If you experience any of the following during a capsule endoscopy procedure, it may indicate the capsule is stuck, and you should contact your doctor immediately:
- Nausea or Vomiting
- Chest pain
- Trouble swallowing
- Abdominal pain
How Long Does the Capsule Endoscopy Procedure Take to Perform?
The capsule takes approximately 8 hours to travel through the digestive system. During this time, the tiny camera inside captures and transmits images to the data recording device worn outside the body. After swallowing the capsule, patients can go about their day but should avoid intense or strenuous physical activity.
About How Big is the Capsule Camera Used in Capsule Endoscopy?
The capsule used in the procedure is roughly the size of a large pill — around an inch long and less than half inch wide. Unless patients have swallowing issues, a very sensitive gag reflex or other problems that might cause pills to get caught in the throat, most people should be able to ingest the capsule with water without much difficulty.

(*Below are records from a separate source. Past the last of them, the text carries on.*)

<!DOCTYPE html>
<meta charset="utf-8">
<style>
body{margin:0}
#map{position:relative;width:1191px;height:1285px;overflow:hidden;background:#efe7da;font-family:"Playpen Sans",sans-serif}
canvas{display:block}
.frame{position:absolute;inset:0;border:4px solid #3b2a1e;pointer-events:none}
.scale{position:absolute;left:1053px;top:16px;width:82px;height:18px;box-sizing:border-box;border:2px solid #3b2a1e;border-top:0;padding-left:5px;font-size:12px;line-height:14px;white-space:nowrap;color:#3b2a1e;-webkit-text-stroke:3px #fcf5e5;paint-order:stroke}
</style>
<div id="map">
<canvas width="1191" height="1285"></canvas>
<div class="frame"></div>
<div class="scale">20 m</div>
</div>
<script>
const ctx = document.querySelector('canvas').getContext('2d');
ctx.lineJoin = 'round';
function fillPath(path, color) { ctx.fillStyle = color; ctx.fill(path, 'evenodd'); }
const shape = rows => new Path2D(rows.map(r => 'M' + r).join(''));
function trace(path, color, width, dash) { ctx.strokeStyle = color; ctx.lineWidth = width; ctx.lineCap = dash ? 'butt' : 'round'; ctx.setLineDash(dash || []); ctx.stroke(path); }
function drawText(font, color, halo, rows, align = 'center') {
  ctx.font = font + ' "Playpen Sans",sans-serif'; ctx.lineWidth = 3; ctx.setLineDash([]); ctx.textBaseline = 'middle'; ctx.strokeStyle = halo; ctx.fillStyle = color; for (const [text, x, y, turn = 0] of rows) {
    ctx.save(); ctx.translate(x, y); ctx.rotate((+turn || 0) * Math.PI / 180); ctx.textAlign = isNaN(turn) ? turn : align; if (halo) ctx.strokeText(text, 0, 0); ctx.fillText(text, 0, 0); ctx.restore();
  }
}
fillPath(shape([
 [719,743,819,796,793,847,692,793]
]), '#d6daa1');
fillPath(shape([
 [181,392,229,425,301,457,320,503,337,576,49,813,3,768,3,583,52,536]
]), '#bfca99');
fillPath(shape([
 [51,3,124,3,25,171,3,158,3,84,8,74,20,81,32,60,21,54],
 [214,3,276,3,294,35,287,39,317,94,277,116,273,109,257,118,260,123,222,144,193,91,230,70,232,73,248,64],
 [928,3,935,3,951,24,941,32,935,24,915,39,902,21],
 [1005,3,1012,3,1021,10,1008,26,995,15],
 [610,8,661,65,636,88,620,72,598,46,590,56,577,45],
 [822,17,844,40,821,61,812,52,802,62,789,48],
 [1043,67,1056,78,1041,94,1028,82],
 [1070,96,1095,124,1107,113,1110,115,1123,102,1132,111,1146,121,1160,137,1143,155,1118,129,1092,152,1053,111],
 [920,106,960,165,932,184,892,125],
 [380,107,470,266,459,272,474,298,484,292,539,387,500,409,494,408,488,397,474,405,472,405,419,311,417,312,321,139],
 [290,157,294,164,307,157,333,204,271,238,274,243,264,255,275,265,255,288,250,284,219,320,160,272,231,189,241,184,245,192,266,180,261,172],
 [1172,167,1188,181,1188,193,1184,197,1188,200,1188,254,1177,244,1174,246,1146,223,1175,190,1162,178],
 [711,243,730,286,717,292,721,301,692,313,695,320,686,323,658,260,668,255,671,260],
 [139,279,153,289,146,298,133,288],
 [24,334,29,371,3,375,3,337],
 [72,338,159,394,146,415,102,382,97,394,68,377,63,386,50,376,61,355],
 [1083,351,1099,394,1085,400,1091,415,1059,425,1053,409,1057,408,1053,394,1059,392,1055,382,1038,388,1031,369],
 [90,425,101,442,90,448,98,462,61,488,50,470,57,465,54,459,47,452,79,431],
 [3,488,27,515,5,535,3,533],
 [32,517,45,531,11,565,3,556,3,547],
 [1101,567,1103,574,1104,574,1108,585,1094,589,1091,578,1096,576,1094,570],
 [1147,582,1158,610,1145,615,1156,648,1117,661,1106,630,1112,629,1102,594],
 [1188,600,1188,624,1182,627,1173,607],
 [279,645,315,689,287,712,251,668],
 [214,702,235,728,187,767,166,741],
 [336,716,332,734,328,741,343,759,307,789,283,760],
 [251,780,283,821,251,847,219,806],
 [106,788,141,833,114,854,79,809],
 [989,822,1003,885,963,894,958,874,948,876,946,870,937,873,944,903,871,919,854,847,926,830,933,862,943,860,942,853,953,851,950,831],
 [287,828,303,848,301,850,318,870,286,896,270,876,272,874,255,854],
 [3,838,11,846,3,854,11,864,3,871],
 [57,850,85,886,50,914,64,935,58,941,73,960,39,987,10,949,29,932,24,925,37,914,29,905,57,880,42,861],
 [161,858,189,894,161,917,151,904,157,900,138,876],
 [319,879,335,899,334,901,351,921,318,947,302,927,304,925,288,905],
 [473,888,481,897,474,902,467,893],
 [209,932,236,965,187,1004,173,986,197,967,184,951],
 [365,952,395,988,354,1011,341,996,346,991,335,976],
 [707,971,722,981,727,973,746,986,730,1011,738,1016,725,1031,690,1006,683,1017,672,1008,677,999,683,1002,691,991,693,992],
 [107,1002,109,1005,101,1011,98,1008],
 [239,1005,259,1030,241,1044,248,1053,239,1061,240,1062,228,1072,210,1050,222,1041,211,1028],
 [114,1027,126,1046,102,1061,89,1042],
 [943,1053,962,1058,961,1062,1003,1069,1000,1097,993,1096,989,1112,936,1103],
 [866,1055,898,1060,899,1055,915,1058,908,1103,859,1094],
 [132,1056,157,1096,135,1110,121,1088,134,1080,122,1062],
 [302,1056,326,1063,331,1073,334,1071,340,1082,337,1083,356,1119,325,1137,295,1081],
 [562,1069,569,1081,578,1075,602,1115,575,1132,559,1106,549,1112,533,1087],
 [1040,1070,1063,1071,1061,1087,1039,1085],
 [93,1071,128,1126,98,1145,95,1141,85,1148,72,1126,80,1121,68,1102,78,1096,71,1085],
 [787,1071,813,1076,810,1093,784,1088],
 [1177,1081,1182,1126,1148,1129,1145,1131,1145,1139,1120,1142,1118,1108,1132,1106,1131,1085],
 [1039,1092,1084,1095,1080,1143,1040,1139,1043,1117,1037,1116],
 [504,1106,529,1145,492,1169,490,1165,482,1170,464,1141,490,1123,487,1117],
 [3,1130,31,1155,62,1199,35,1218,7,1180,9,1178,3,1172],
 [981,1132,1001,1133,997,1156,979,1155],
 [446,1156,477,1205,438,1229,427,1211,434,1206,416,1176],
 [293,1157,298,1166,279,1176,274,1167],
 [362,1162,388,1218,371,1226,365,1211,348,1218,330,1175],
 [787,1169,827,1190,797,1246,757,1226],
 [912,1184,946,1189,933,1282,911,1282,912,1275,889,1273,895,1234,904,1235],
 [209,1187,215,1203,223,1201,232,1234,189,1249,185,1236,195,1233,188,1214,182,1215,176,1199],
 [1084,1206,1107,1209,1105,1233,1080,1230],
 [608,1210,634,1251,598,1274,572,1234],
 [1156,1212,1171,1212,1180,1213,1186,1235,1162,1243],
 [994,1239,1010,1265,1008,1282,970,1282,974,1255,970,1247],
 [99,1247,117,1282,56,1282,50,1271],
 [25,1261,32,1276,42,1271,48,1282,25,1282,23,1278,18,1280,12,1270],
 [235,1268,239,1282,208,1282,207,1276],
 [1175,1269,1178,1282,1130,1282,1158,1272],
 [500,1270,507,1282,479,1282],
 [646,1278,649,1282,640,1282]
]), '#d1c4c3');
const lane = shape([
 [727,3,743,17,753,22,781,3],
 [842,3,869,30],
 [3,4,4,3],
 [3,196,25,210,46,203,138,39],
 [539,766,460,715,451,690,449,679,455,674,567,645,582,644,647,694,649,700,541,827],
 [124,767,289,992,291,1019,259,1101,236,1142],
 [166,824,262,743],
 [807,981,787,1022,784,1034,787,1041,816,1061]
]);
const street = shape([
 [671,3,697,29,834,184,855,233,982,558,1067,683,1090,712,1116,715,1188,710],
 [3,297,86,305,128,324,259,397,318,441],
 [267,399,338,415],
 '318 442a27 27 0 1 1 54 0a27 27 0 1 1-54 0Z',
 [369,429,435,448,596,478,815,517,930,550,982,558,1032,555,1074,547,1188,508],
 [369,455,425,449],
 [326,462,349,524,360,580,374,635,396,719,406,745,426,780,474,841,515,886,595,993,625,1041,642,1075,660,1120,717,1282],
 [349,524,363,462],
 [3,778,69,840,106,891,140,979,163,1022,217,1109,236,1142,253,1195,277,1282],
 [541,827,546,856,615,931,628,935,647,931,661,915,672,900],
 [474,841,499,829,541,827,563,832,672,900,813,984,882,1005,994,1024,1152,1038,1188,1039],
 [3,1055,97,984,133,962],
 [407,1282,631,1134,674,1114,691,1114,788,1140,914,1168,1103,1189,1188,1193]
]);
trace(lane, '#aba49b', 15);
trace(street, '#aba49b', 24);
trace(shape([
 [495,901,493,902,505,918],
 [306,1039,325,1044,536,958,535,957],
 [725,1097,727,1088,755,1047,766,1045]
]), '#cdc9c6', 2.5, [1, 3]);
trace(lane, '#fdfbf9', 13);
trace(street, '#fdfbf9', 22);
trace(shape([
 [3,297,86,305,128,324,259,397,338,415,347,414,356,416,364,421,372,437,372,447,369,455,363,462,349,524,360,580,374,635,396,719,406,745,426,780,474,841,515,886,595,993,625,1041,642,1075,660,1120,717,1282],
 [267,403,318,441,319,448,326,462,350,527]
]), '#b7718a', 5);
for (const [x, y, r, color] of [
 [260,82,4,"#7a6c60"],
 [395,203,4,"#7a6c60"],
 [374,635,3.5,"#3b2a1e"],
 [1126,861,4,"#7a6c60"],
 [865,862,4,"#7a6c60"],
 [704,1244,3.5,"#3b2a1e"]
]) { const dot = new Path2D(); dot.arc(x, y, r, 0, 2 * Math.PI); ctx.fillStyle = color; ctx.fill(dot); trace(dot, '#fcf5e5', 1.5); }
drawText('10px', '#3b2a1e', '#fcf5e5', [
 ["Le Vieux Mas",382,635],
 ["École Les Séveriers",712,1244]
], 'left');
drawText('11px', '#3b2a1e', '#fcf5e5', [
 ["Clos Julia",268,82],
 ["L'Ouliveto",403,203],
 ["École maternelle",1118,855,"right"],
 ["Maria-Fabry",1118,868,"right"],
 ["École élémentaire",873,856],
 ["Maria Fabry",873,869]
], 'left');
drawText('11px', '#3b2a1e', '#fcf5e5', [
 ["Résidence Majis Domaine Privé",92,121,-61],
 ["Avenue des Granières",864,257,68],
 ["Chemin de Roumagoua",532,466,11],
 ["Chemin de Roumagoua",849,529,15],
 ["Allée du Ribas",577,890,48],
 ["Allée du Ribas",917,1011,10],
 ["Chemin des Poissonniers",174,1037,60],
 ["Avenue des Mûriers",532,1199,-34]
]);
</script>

What Happens to the Capsule Once the Procedure is Over?
The capsule eventually leaves the body naturally in a bowel movement. The camera is designed for single use, won’t harm the environment or plumbing and does not need to be retrieved and returned to the healthcare provider.
When Can I Expect to Get My Capsule Endoscopy Results?
After the procedure, your healthcare provider will download and analyze the images from the data recorder. Typically, patients can expect to receive their results within a few days. If you haven’t received the results after about a week, contact your doctor’s office.
Is Capsule Endoscopy Painful?
Unless you have difficulty swallowing or experience complications (which are rare), capsule endoscopy is a painless procedure. Patients typically don’t feel the capsule as it moves through the digestive system. In very small number of cases, however, the capsule can become stuck — AKA “capsule retention.” This can causing a range of serious symptoms, including vomiting, abdominal pain and bloating.